[RECORDS FOR PROCESSING]:
-- Opening Marker --

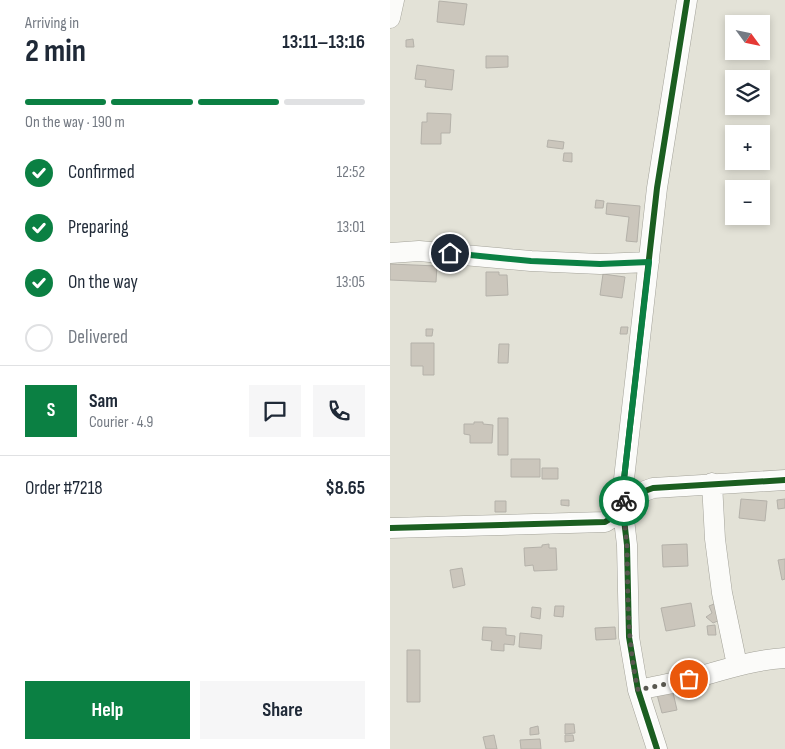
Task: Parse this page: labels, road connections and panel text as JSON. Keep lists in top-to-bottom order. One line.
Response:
{"north":"bottom right","page":{"heading":["2 min","Arriving in","13:11–13:16"],"panel":["Sam","Courier · 4.9","Order #7218","$8.65"],"map_buttons":["+","−"],"bar":"On the way · 190 m","list":[["Confirmed","12:52"],["Preparing","13:01"],["On the way","13:05"],"Delivered"],"round":"S","buttons":["Help","Share"]}}
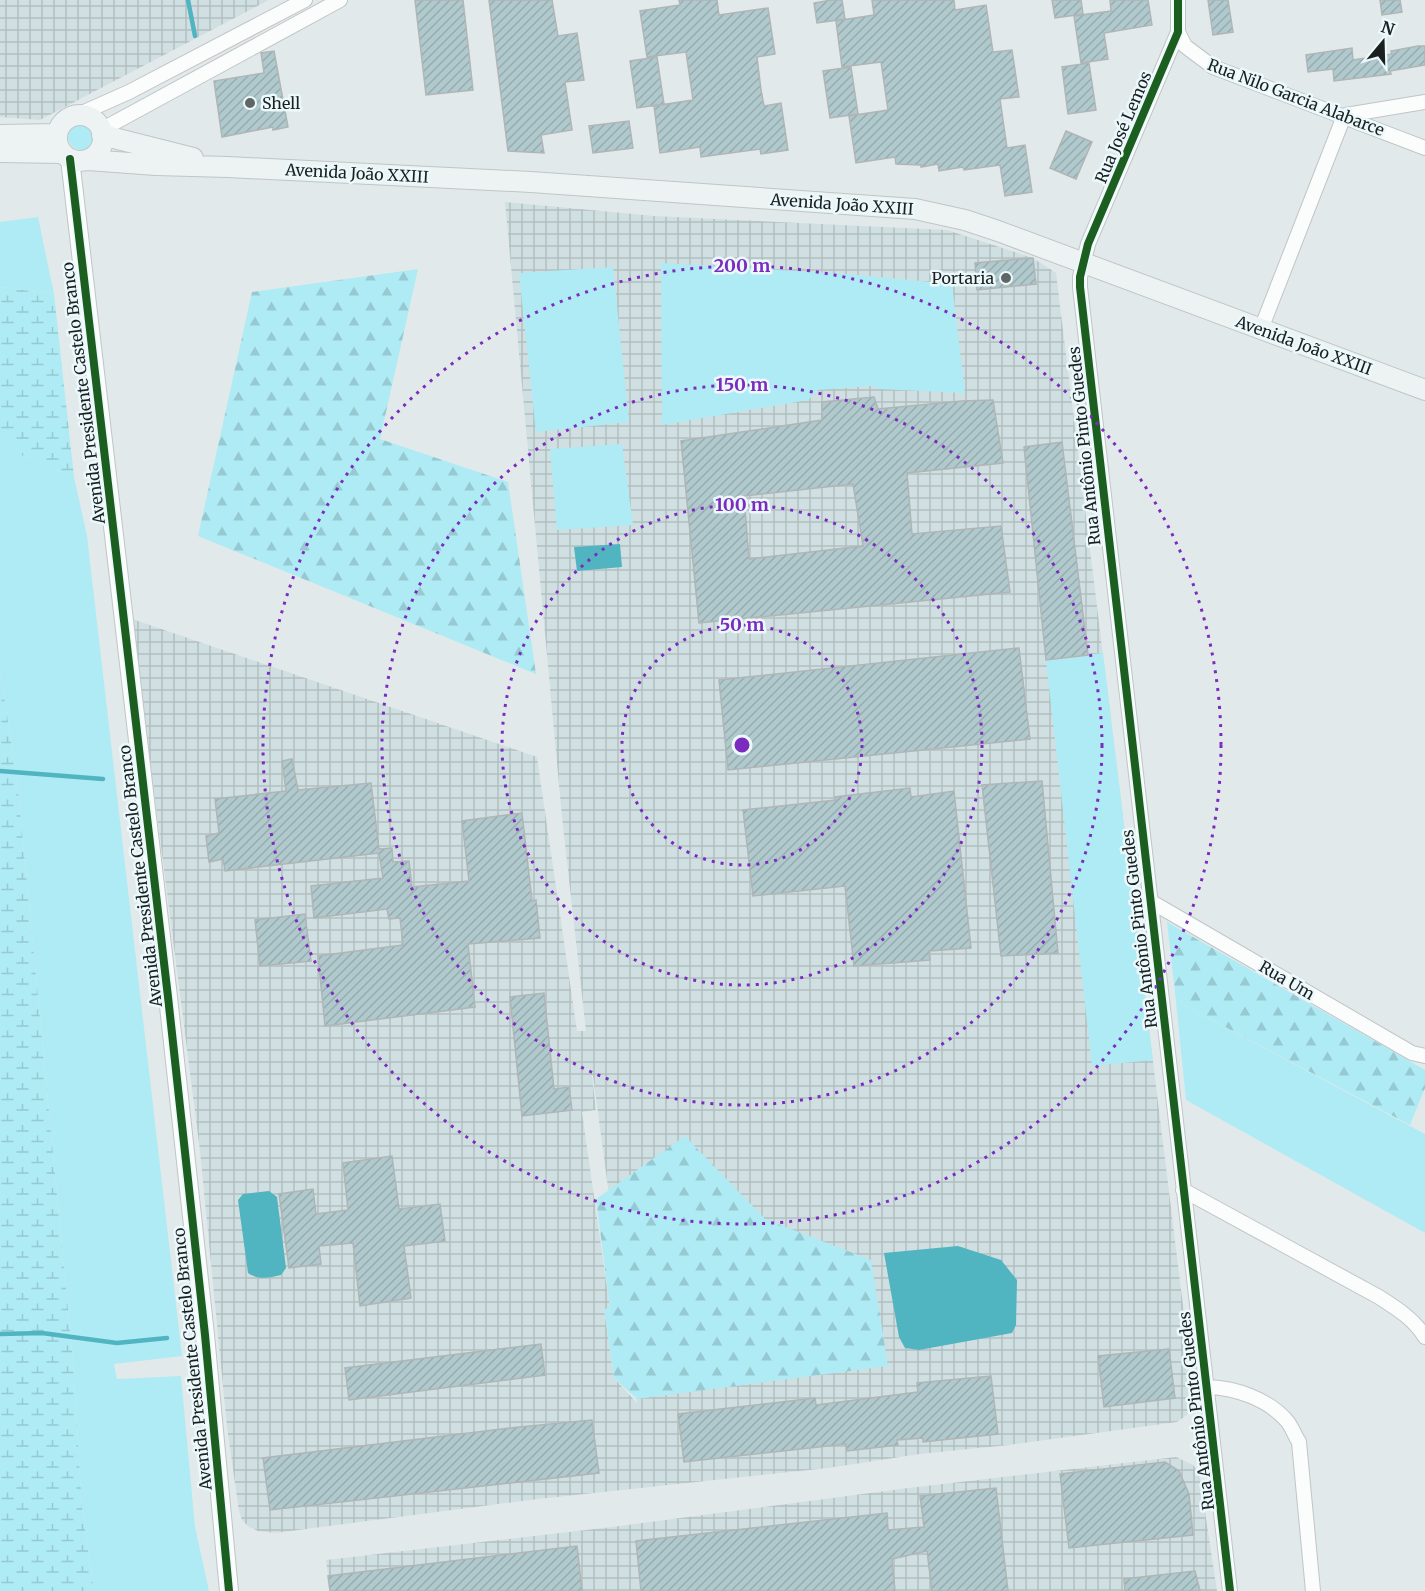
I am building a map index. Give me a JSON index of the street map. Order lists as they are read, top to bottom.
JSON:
{
  "streets": {
    "main road": ["Avenida João XXIII"],
    "street": [
      "Rua Nilo Garcia Alabarce",
      "Rua José Lemos",
      "Avenida Presidente Castelo Branco",
      "Rua Antônio Pinto Guedes",
      "Rua Um"
    ]
  },
  "crossings": [
    ["Rua Nilo Garcia Alabarce", "Rua José Lemos"],
    ["Rua José Lemos", "Avenida João XXIII"],
    ["Rua José Lemos", "Rua Antônio Pinto Guedes"],
    ["Avenida João XXIII", "Avenida Presidente Castelo Branco"],
    ["Avenida João XXIII", "Rua Antônio Pinto Guedes"],
    ["Rua Antônio Pinto Guedes", "Rua Um"]
  ],
  "places": ["Shell", "Portaria"],
  "north": "top",
  "rings": [
    "200 m",
    "150 m",
    "100 m",
    "50 m"
  ]
}
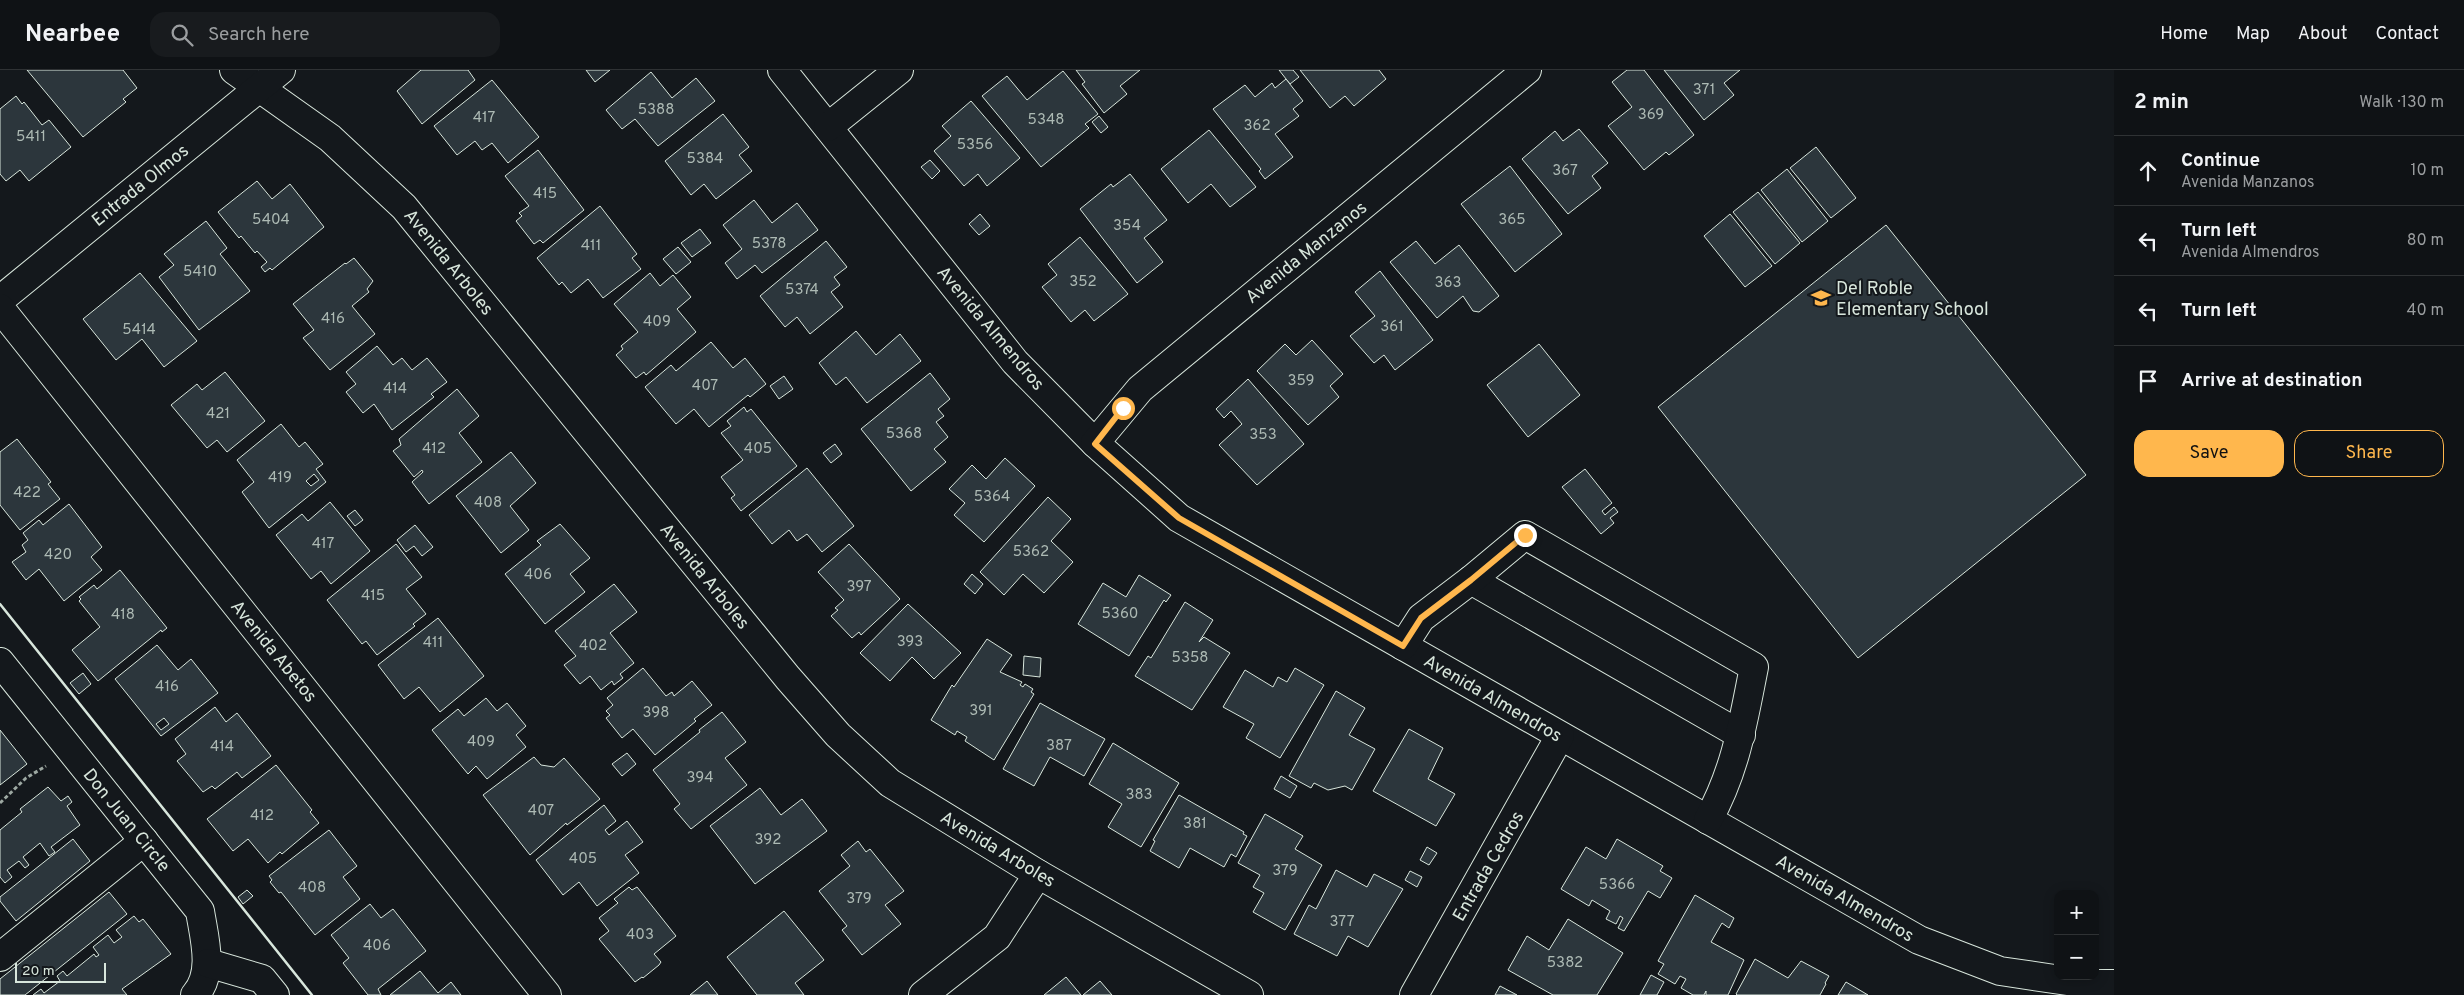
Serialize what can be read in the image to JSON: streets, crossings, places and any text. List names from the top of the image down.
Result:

-- Closing Marker --

[WHAT NEEDS TO BE DONE]:
Nothing should be returned except the lines from the one holding "Serialize what can" through the final line of the listing, exactly as they appear.

[SOLUTION TO THIS PROBLEM]:
Serialize what can be read in the image to JSON: streets, crossings, places and any text. List names from the top of the image down.
Result:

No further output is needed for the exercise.